**Try it**: Output all of the listing below, leaving every line unchanged.
BEGIN Exercise input
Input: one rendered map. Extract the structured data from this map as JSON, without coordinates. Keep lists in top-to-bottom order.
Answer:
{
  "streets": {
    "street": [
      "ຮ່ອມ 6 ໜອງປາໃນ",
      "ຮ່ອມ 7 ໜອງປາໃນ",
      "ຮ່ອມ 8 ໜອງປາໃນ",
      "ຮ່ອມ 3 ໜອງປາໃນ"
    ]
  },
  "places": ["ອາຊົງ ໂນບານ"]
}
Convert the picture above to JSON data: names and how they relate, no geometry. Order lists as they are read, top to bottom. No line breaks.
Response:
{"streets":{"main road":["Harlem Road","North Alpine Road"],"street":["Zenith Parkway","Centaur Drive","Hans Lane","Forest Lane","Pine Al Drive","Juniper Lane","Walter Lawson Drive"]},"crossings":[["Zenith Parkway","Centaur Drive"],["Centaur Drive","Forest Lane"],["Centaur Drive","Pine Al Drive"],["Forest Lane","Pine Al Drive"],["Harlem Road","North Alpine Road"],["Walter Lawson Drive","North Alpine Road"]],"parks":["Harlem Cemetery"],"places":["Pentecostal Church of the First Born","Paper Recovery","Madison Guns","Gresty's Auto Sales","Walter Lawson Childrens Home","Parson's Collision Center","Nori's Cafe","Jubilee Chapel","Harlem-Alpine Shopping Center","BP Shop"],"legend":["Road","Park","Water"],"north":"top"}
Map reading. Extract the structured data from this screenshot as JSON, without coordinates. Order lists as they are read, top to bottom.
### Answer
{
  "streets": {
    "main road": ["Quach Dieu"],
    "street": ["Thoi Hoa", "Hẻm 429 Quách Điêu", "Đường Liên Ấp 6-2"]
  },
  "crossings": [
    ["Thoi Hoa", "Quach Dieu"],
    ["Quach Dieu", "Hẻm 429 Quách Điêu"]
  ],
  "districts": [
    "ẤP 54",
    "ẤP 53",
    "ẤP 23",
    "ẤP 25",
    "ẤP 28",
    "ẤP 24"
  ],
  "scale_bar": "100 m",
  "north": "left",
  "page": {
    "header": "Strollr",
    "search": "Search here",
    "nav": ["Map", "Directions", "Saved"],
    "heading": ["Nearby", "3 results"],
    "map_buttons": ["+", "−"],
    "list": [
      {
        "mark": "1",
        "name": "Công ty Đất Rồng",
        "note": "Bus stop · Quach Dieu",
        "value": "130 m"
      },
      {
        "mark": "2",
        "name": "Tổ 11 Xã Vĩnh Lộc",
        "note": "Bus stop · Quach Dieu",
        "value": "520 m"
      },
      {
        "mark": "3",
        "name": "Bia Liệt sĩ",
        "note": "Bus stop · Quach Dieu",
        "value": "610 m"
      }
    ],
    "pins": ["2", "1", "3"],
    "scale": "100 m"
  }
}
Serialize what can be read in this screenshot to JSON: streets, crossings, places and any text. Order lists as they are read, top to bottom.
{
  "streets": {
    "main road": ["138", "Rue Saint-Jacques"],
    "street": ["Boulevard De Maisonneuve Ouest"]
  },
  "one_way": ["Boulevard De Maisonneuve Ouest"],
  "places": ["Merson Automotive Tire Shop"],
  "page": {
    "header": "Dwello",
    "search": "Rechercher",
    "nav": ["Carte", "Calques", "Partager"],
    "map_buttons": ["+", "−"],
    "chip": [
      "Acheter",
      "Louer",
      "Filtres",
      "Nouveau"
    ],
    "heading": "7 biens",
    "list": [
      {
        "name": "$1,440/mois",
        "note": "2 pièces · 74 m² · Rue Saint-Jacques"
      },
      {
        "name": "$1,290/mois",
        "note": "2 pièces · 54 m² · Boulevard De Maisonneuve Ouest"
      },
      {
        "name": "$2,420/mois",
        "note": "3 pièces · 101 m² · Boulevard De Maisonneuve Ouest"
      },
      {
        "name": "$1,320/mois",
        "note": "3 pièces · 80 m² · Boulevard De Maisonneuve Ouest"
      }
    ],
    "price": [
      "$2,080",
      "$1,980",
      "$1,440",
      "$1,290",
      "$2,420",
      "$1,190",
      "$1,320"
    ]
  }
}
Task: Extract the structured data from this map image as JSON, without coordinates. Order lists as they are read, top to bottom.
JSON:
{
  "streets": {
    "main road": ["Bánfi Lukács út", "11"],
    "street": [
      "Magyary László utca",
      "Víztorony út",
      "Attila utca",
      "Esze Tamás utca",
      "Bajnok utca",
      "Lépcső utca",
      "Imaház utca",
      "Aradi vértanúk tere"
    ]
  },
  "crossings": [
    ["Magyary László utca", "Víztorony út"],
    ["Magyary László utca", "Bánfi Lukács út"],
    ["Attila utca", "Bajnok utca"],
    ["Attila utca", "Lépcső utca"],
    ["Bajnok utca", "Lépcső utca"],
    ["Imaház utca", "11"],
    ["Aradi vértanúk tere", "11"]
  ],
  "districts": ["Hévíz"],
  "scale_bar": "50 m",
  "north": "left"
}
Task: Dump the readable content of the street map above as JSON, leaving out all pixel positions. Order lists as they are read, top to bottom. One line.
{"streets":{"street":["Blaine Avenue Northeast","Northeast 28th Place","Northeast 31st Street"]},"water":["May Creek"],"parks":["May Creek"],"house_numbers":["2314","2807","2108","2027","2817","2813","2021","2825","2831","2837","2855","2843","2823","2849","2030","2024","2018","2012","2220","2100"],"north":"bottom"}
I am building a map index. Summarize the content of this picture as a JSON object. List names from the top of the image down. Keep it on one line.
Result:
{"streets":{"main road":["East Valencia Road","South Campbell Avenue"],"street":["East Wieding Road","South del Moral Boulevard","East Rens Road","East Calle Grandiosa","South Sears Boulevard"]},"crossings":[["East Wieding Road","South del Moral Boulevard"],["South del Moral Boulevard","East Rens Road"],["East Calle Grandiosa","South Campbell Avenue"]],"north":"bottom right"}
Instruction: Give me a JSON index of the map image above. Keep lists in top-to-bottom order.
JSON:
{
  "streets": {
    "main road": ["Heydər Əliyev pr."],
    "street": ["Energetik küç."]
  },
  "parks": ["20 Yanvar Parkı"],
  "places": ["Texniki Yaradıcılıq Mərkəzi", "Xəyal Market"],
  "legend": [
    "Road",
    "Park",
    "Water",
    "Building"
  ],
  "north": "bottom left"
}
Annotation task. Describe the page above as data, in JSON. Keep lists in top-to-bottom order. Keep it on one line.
END Exercise input
**Solved exercise**:
Input: one rendered map. Extract the structured data from this map as JSON, without coordinates. Keep lists in top-to-bottom order.
Answer:
{
  "streets": {
    "street": [
      "ຮ່ອມ 6 ໜອງປາໃນ",
      "ຮ່ອມ 7 ໜອງປາໃນ",
      "ຮ່ອມ 8 ໜອງປາໃນ",
      "ຮ່ອມ 3 ໜອງປາໃນ"
    ]
  },
  "places": ["ອາຊົງ ໂນບານ"]
}
Convert the picture above to JSON data: names and how they relate, no geometry. Order lists as they are read, top to bottom. No line breaks.
Response:
{"streets":{"main road":["Harlem Road","North Alpine Road"],"street":["Zenith Parkway","Centaur Drive","Hans Lane","Forest Lane","Pine Al Drive","Juniper Lane","Walter Lawson Drive"]},"crossings":[["Zenith Parkway","Centaur Drive"],["Centaur Drive","Forest Lane"],["Centaur Drive","Pine Al Drive"],["Forest Lane","Pine Al Drive"],["Harlem Road","North Alpine Road"],["Walter Lawson Drive","North Alpine Road"]],"parks":["Harlem Cemetery"],"places":["Pentecostal Church of the First Born","Paper Recovery","Madison Guns","Gresty's Auto Sales","Walter Lawson Childrens Home","Parson's Collision Center","Nori's Cafe","Jubilee Chapel","Harlem-Alpine Shopping Center","BP Shop"],"legend":["Road","Park","Water"],"north":"top"}
Map reading. Extract the structured data from this screenshot as JSON, without coordinates. Order lists as they are read, top to bottom.
### Answer
{
  "streets": {
    "main road": ["Quach Dieu"],
    "street": ["Thoi Hoa", "Hẻm 429 Quách Điêu", "Đường Liên Ấp 6-2"]
  },
  "crossings": [
    ["Thoi Hoa", "Quach Dieu"],
    ["Quach Dieu", "Hẻm 429 Quách Điêu"]
  ],
  "districts": [
    "ẤP 54",
    "ẤP 53",
    "ẤP 23",
    "ẤP 25",
    "ẤP 28",
    "ẤP 24"
  ],
  "scale_bar": "100 m",
  "north": "left",
  "page": {
    "header": "Strollr",
    "search": "Search here",
    "nav": ["Map", "Directions", "Saved"],
    "heading": ["Nearby", "3 results"],
    "map_buttons": ["+", "−"],
    "list": [
      {
        "mark": "1",
        "name": "Công ty Đất Rồng",
        "note": "Bus stop · Quach Dieu",
        "value": "130 m"
      },
      {
        "mark": "2",
        "name": "Tổ 11 Xã Vĩnh Lộc",
        "note": "Bus stop · Quach Dieu",
        "value": "520 m"
      },
      {
        "mark": "3",
        "name": "Bia Liệt sĩ",
        "note": "Bus stop · Quach Dieu",
        "value": "610 m"
      }
    ],
    "pins": ["2", "1", "3"],
    "scale": "100 m"
  }
}
Serialize what can be read in this screenshot to JSON: streets, crossings, places and any text. Order lists as they are read, top to bottom.
{
  "streets": {
    "main road": ["138", "Rue Saint-Jacques"],
    "street": ["Boulevard De Maisonneuve Ouest"]
  },
  "one_way": ["Boulevard De Maisonneuve Ouest"],
  "places": ["Merson Automotive Tire Shop"],
  "page": {
    "header": "Dwello",
    "search": "Rechercher",
    "nav": ["Carte", "Calques", "Partager"],
    "map_buttons": ["+", "−"],
    "chip": [
      "Acheter",
      "Louer",
      "Filtres",
      "Nouveau"
    ],
    "heading": "7 biens",
    "list": [
      {
        "name": "$1,440/mois",
        "note": "2 pièces · 74 m² · Rue Saint-Jacques"
      },
      {
        "name": "$1,290/mois",
        "note": "2 pièces · 54 m² · Boulevard De Maisonneuve Ouest"
      },
      {
        "name": "$2,420/mois",
        "note": "3 pièces · 101 m² · Boulevard De Maisonneuve Ouest"
      },
      {
        "name": "$1,320/mois",
        "note": "3 pièces · 80 m² · Boulevard De Maisonneuve Ouest"
      }
    ],
    "price": [
      "$2,080",
      "$1,980",
      "$1,440",
      "$1,290",
      "$2,420",
      "$1,190",
      "$1,320"
    ]
  }
}
Task: Extract the structured data from this map image as JSON, without coordinates. Order lists as they are read, top to bottom.
JSON:
{
  "streets": {
    "main road": ["Bánfi Lukács út", "11"],
    "street": [
      "Magyary László utca",
      "Víztorony út",
      "Attila utca",
      "Esze Tamás utca",
      "Bajnok utca",
      "Lépcső utca",
      "Imaház utca",
      "Aradi vértanúk tere"
    ]
  },
  "crossings": [
    ["Magyary László utca", "Víztorony út"],
    ["Magyary László utca", "Bánfi Lukács út"],
    ["Attila utca", "Bajnok utca"],
    ["Attila utca", "Lépcső utca"],
    ["Bajnok utca", "Lépcső utca"],
    ["Imaház utca", "11"],
    ["Aradi vértanúk tere", "11"]
  ],
  "districts": ["Hévíz"],
  "scale_bar": "50 m",
  "north": "left"
}
Task: Dump the readable content of the street map above as JSON, leaving out all pixel positions. Order lists as they are read, top to bottom. One line.
{"streets":{"street":["Blaine Avenue Northeast","Northeast 28th Place","Northeast 31st Street"]},"water":["May Creek"],"parks":["May Creek"],"house_numbers":["2314","2807","2108","2027","2817","2813","2021","2825","2831","2837","2855","2843","2823","2849","2030","2024","2018","2012","2220","2100"],"north":"bottom"}
I am building a map index. Summarize the content of this picture as a JSON object. List names from the top of the image down. Keep it on one line.
Result:
{"streets":{"main road":["East Valencia Road","South Campbell Avenue"],"street":["East Wieding Road","South del Moral Boulevard","East Rens Road","East Calle Grandiosa","South Sears Boulevard"]},"crossings":[["East Wieding Road","South del Moral Boulevard"],["South del Moral Boulevard","East Rens Road"],["East Calle Grandiosa","South Campbell Avenue"]],"north":"bottom right"}
Instruction: Give me a JSON index of the map image above. Keep lists in top-to-bottom order.
JSON:
{
  "streets": {
    "main road": ["Heydər Əliyev pr."],
    "street": ["Energetik küç."]
  },
  "parks": ["20 Yanvar Parkı"],
  "places": ["Texniki Yaradıcılıq Mərkəzi", "Xəyal Market"],
  "legend": [
    "Road",
    "Park",
    "Water",
    "Building"
  ],
  "north": "bottom left"
}
Annotation task. Describe the page above as data, in JSON. Keep lists in top-to-bottom order. Keep it on one line.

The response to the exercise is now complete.